Beyond that program, gardening is utilized in a myriad of unexpected places such as detention facilities, mental health hospitals, veteran’s homes and more. This growth in horticulture therapy is a product of continued success when using gardening as a therapeutic tool.

In closing

Although there is no proof that gardening improves mental health, it is extremely difficult to ignore the results which keep repeating themselves across the nation. Gardening focuses the mind, it relieves the incredibly harmful “attention fatigue” which is a result of prolonged exposure to screens, it improves motor function, reduces stress, and promotes over all well-being. Whether it is the bacterium which seems to boost serotonin production, or simply the joy and sense of accomplishment of watching a seed grow into a fully formed plant, gardening is proving that a simple step that anyone can take to cut their risk of common mental health ailments and increase quality of life.

Kitchen Gardens, A Source of Health

Food, the principle source of energy for our body is also a source of disease and uneasiness. Safer the food is healthier a person will be. Due to industrialization and environmental degradation the quality of available food is also degraded. Excessive use of insecticides, pesticides and chemical fertilizers has increased the food quantitatively but not qualitatively. When a consumer eats a food which is produced by excessive use of chemicals then the health of consumer is on the edge of vulnerability. So providence of safe and healthy food is a big issue, organically grown fruits and vegetables are most beneficial for health and for producing organically grown food, kitchen gardening or home gardening is the most reliable activity. It is a hobby and also a need for health conscious people.

In kitchen gardening plants are grown for consumption in house, majorly kitchen gardening is considered as growing of vegetables for consumption in house, but kitchen gardening is more than production of vegetables only. Kitchen gardening or home gardening is an art, technology and technique of maintaining nature and growing fruits, vegetables, spices, condiments and medicinal herbs in a family house, for in house consumption or in either way for kitchen use. It is said, that there are certain limitations for practicing kitchen gardening, that, this system must comprise of a family house, having a recreational area or a garden, for practicing this technique but, our point of view is, that it can also be practiced on roof-tops by using containers and pots.

If there is no availability of space on the ground then this healthy gardening activity can be practiced on house tops by the use of pots and containers. Requirement of spare time for garden establishment and management is a considerable factor; a person can only spend time in this gardening activity if he has interest in it, so to develop interest in gardening is a key factor for establishment and management of kitchen gardens. For practicing garden activity one should know the skills to establish and manage a garden. So, space, time, interest and skills are some major aspects needed for establishment of kitchen gardens.
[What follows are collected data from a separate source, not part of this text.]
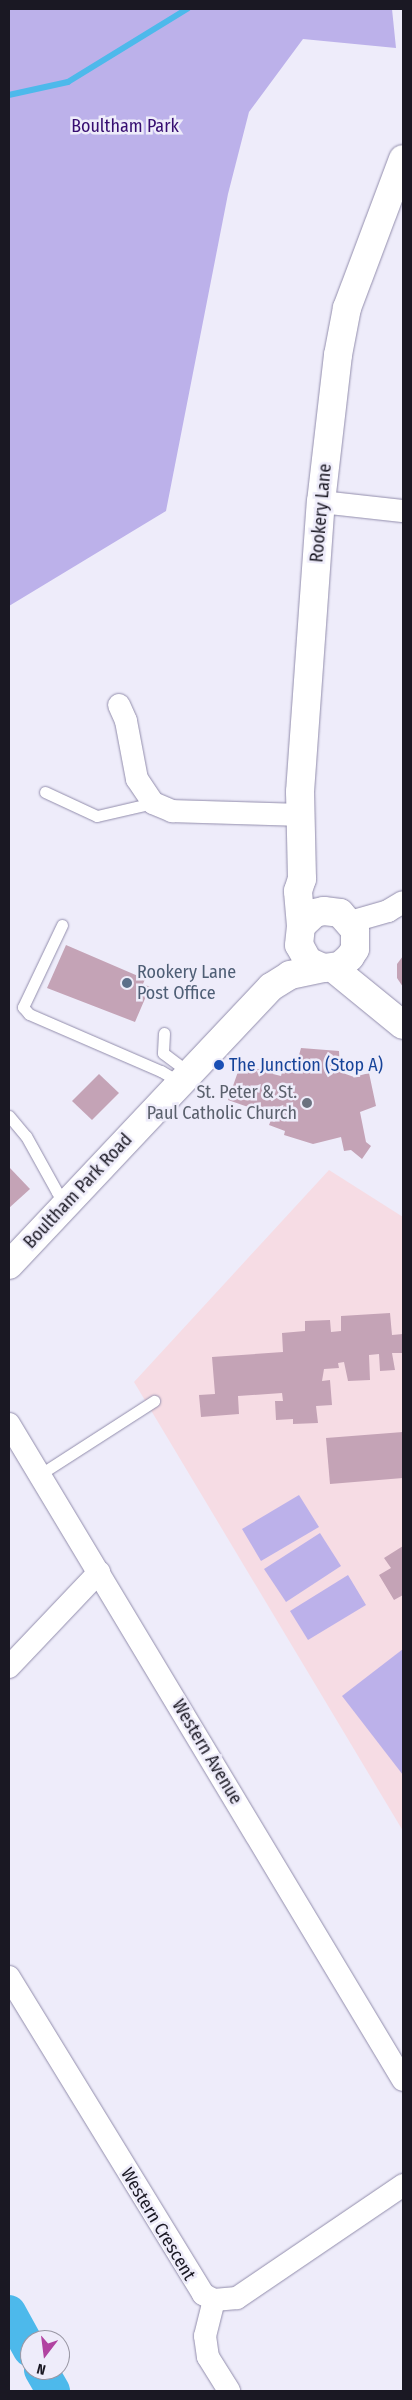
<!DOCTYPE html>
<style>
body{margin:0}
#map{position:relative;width:412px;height:2400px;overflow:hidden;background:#eeecfa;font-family:"Fira Sans Condensed",sans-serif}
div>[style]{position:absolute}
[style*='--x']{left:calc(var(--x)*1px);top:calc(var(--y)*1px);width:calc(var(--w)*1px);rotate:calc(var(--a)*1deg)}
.education>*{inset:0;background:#f6dce4}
.green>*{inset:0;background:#bcb1ea}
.stream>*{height:5.5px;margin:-2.75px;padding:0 2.75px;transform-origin:2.75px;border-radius:2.75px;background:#4db9eb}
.river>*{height:34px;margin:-17px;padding:0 17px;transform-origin:17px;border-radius:17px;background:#4db9eb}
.building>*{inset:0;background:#c4a3b6}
.roads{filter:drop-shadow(0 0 1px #928dac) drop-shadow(0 0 1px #928dac)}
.lane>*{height:11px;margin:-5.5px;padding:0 5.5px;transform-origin:5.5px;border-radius:5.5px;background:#fff}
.street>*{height:22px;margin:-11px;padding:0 11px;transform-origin:11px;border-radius:11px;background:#fff}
.secondary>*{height:28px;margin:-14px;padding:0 14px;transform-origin:14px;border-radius:14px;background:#fff}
.dots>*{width:14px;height:14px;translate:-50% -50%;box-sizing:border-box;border:2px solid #eeecfa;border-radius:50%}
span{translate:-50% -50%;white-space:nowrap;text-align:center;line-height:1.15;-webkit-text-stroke:5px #eeecfa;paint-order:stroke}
.park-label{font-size:18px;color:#370e71}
.street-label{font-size:18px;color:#1a1823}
.service-label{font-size:18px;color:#4e5e75}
.left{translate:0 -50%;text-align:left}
.transit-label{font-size:18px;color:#164399}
.worship-label{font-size:18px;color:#5b616d}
.right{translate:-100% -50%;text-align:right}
.frame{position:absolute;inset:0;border:10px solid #1a1823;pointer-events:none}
.north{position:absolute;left:20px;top:2330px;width:50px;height:50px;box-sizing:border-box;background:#eeecfa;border:1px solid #9997a4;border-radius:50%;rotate:195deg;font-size:14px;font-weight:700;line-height:20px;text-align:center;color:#1a1823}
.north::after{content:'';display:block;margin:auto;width:18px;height:22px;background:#b143a1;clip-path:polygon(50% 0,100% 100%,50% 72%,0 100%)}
</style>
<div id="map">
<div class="education">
<i style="clip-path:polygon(329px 1170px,403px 1217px,403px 1831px,134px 1382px)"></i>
</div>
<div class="green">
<i style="clip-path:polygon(9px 9px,392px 9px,396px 48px,303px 39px,249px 112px,228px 194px,166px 511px,9px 606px)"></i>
<i style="clip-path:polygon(299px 1495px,319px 1527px,261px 1561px,242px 1529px)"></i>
<i style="clip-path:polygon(320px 1533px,341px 1566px,286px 1602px,264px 1569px)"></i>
<i style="clip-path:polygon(348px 1575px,366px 1605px,308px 1640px,290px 1611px)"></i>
<i style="clip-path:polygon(403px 1649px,403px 1775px,342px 1696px)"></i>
</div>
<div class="stream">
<i style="--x:9;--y:95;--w:60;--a:-12.4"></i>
<i style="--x:68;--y:82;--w:140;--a:-31.5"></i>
</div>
<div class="river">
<i style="--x:9;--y:2312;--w:43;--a:61.1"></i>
<i style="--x:41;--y:2370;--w:24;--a:60"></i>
</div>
<div class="building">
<i style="clip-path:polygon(66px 945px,145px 979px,143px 984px,150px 987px,135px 1022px,47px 988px)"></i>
<i style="clip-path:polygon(403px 956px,403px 987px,397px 978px,397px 964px)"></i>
<i style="clip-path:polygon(301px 1048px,339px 1051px,340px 1072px,354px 1077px,369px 1073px,376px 1106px,360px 1112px,366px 1142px,371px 1146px,362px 1159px,351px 1150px,344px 1151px,341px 1137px,313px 1144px,284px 1135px,285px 1131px,269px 1125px,271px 1120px,258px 1116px,260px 1111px,228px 1100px,240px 1066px,263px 1070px,265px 1063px,276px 1066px,273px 1074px,281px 1076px,282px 1072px,295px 1070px)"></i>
<i style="clip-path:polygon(99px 1074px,119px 1093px,92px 1120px,72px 1101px)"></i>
<i style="clip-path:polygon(9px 1167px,30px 1189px,9px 1208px)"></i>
<i style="clip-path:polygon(390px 1313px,392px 1335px,403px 1334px,403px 1353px,392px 1353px,395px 1370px,380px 1371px,379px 1354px,369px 1355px,370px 1380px,348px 1381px,344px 1362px,338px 1363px,339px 1368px,324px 1369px,322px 1381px,330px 1380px,332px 1405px,316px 1406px,318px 1423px,293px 1424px,293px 1419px,276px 1420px,275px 1401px,283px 1401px,282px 1393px,238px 1396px,239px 1414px,201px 1417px,199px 1395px,215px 1394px,212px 1357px,283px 1352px,282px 1333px,305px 1331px,305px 1321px,330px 1320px,331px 1332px,341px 1331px,341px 1316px)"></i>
<i style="clip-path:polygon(403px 1432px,403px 1478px,330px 1484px,326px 1438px)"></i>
<i style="clip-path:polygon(403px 1546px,403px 1595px,394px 1600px,379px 1575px,391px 1568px,384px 1558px)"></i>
</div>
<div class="roads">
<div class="lane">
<i style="--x:45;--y:792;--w:57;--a:24.8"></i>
<i style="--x:97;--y:816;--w:57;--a:-13.1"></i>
<i style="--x:62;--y:925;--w:91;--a:115.4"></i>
<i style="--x:23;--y:1007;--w:9;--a:49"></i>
<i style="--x:29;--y:1014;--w:144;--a:23.4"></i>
<i style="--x:161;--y:1071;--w:21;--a:31"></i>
<i style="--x:164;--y:1033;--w:20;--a:93"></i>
<i style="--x:163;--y:1053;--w:31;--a:37"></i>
<i style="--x:9;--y:1116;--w:26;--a:50"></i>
<i style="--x:26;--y:1136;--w:64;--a:61"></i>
<i style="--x:57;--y:1192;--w:15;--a:48"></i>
<i style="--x:39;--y:1475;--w:137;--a:-32.8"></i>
</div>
<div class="street">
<i style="--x:321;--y:502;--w:82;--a:6.3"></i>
<i style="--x:119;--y:705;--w:17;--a:66"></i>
<i style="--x:126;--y:721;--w:59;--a:79.3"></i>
<i style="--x:137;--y:779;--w:29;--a:56"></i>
<i style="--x:153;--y:803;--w:21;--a:23"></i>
<i style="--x:172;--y:811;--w:128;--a:1.8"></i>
<i style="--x:350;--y:922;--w:40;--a:-16"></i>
<i style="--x:388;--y:911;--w:17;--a:-31"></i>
<i style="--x:9;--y:1424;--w:765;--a:59.01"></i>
<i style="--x:9;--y:1667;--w:131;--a:-46.5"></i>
<i style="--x:9;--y:1977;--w:372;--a:58.5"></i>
<i style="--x:203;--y:2294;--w:13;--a:29"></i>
<i style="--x:214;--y:2300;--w:23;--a:-5"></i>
<i style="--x:237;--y:2298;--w:201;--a:-34.2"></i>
<i style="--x:214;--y:2300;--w:37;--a:104"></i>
<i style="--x:205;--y:2336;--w:21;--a:82"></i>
<i style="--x:208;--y:2357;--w:40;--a:58"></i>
</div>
<div class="secondary">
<i style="--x:301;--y:926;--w:19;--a:-43"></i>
<i style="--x:315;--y:913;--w:9;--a:-13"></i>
<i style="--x:324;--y:911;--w:16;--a:7"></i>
<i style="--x:340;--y:913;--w:23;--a:49"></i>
<i style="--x:355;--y:930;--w:19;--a:90"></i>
<i style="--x:355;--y:949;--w:9;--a:122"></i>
<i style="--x:350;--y:957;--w:13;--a:138"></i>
<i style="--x:340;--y:966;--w:17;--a:173"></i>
<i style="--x:323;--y:968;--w:17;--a:-155"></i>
<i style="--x:308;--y:961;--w:18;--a:-119"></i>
<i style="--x:299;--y:945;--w:19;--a:-84"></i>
<i style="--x:301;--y:926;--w:35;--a:-95"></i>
<i style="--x:298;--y:891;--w:13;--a:-72"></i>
<i style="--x:302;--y:879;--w:87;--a:-91.3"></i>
<i style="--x:300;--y:792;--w:291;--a:-85.9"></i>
<i style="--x:321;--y:502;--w:148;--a:-83.4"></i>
<i style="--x:338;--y:355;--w:48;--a:-79.2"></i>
<i style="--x:347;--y:308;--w:159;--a:-69.4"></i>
<i style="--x:333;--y:968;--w:90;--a:39.2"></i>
<i style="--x:9;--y:1265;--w:382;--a:-46.7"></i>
<i style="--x:271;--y:987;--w:22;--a:-32"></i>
<i style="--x:290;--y:975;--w:34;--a:-12"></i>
</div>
</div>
<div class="dots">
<i style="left:127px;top:983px;background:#5c6f8a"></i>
<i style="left:219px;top:1065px;background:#1a4fb4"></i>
<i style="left:307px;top:1103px;background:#6b7280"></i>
</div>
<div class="park-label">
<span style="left:125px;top:126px">Boultham Park</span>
</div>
<div class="street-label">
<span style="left:321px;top:513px;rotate:-85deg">Rookery Lane</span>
<span style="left:78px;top:1191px;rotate:-47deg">Boultham Park Road</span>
<span style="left:207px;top:1752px;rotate:59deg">Western Avenue</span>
<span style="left:158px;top:2224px;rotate:59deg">Western Crescent</span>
</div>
<div class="service-label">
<span class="left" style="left:137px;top:983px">Rookery Lane<br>Post Office</span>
</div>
<div class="transit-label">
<span class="left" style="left:229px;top:1065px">The Junction (Stop A)</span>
</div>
<div class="worship-label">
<span class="right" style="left:297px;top:1103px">St. Peter &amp; St.<br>Paul Catholic Church</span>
</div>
<div class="frame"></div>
<div class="north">N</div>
</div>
While thinking about a kitchen/home garden, the main motive which comes in one’s mind is providence of healthy and nutritious food but benefits of kitchen/home gardens are far more than that. Garden plants and their various colors stimulate healthy brain activity. Green colour can also act positively in enhancing brain efficiency. Children and youth should also be involved in such practices; by this they can increase their exposure to fruit and vegetable consumption. For increasing children and youth involvement in garden based activities there is a need for garden based educational programs. These garden based educational programs will increase healthful eating behavior in children as well as in youth, leading to self-aware and healthy generation.

Kitchen gardening technique can also be practiced by housewives. They can adopt this technique as a hobby; by practicing kitchen gardening they will be able to reduce daily expenses and can ensure the providence of healthier, nutritious, cheaper and quality vegetables for their family.

So it can be concluded that kitchen gardens or home gardens can play a vital role in reducing health hazards and can ensure providence of healthy and nutritious vegetables.